UX Design Case Study: SAFEcar
Overview
I designed a car alarm / monitoring system and accompanying app that will enable people to remotely detect any activity around their car and alert police in the case of suspicious activity does occur.
Role
Sole UX Designer
Skills Used
Data Analysis
User Interviews
Creating empathy maps
Creating Personas
Mind Mapping
Affinity Diagramming
Wireframing in Adobe XD
Designing a mobile app
Designing a conversational UI
Writing Usability Test Script
Recruiting Users for Testing
Usability Testing
Analyzing Qualitative Data
Synthesizing Data into Actionable Findings
Presenting Recommendations
Proposed Design Process
Before starting this project I outlined a design process to help keep this project moving forward.
The Data Inspiring this Case Study
I started my research by looking at 2017 crimes in Austin by zip code. Then, I looked into what kinds of crimes were being committed.

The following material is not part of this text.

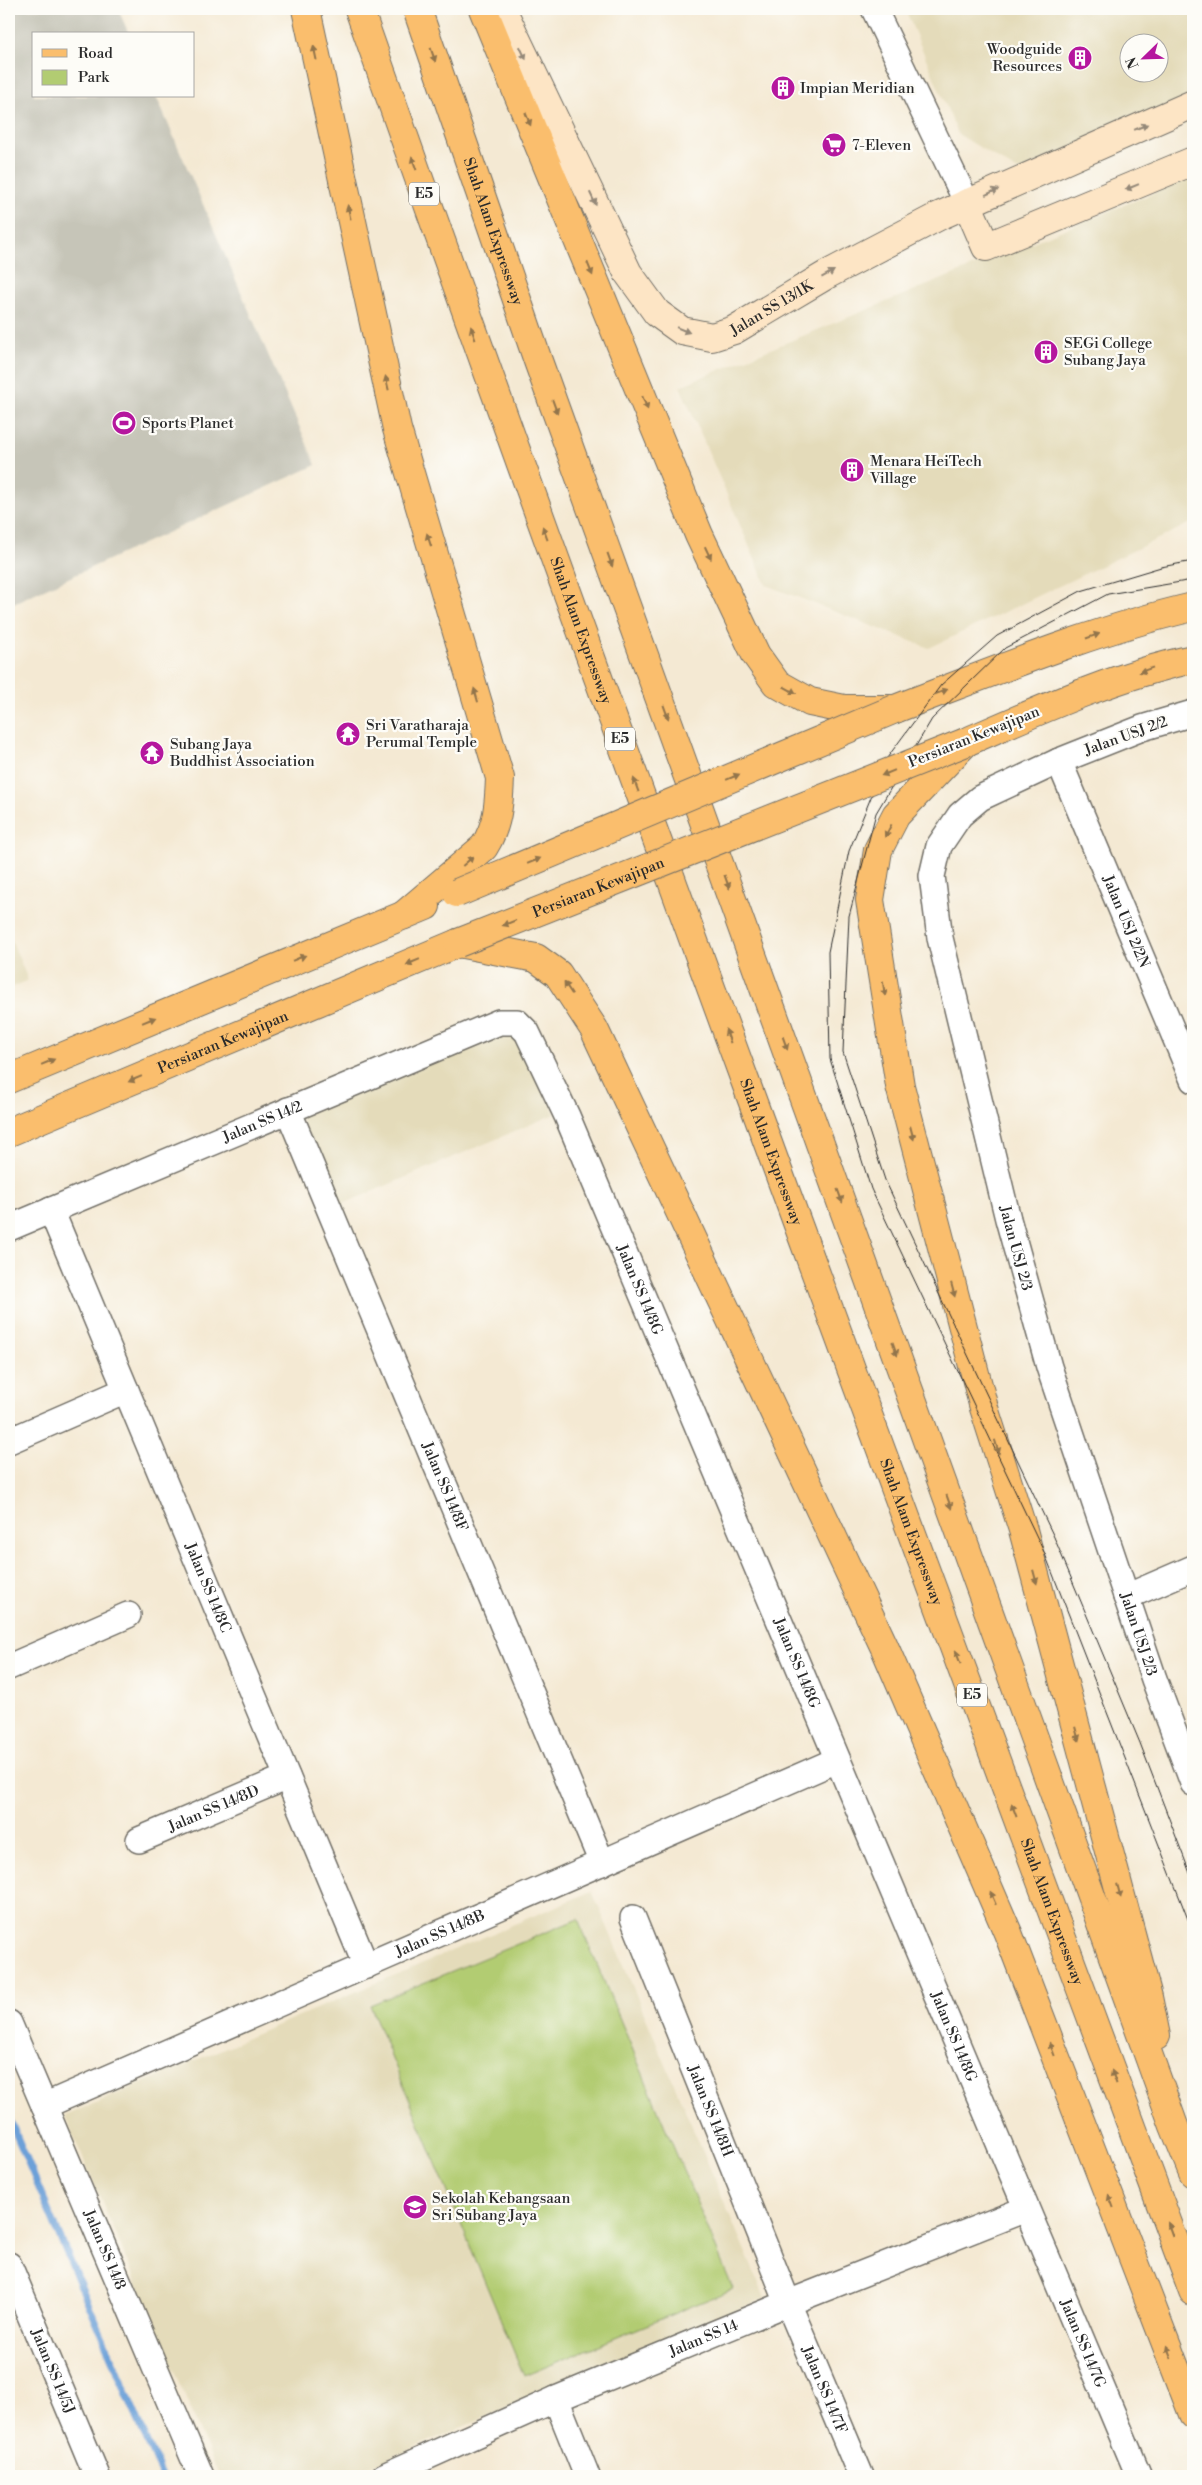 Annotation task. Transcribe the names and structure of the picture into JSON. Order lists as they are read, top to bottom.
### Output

Theft and burglary of vehicle dominated the annual crime stats in 2017.
To investigate possible design problems surrounding theft and car burglaries I decided to interview 3 victims of vehicle theft.
Austin 2017 Annual Crime by Zip Code
Austin 2017 Annual Crime by Type of Crime
Source: data.austintx.gov
Conducting User Interviews
My objective for the interviews was to learn about people’s experiences being a victim of auto theft and the process they went through to report the theft, retrieve stolen items, and preventative measures they took afterwards.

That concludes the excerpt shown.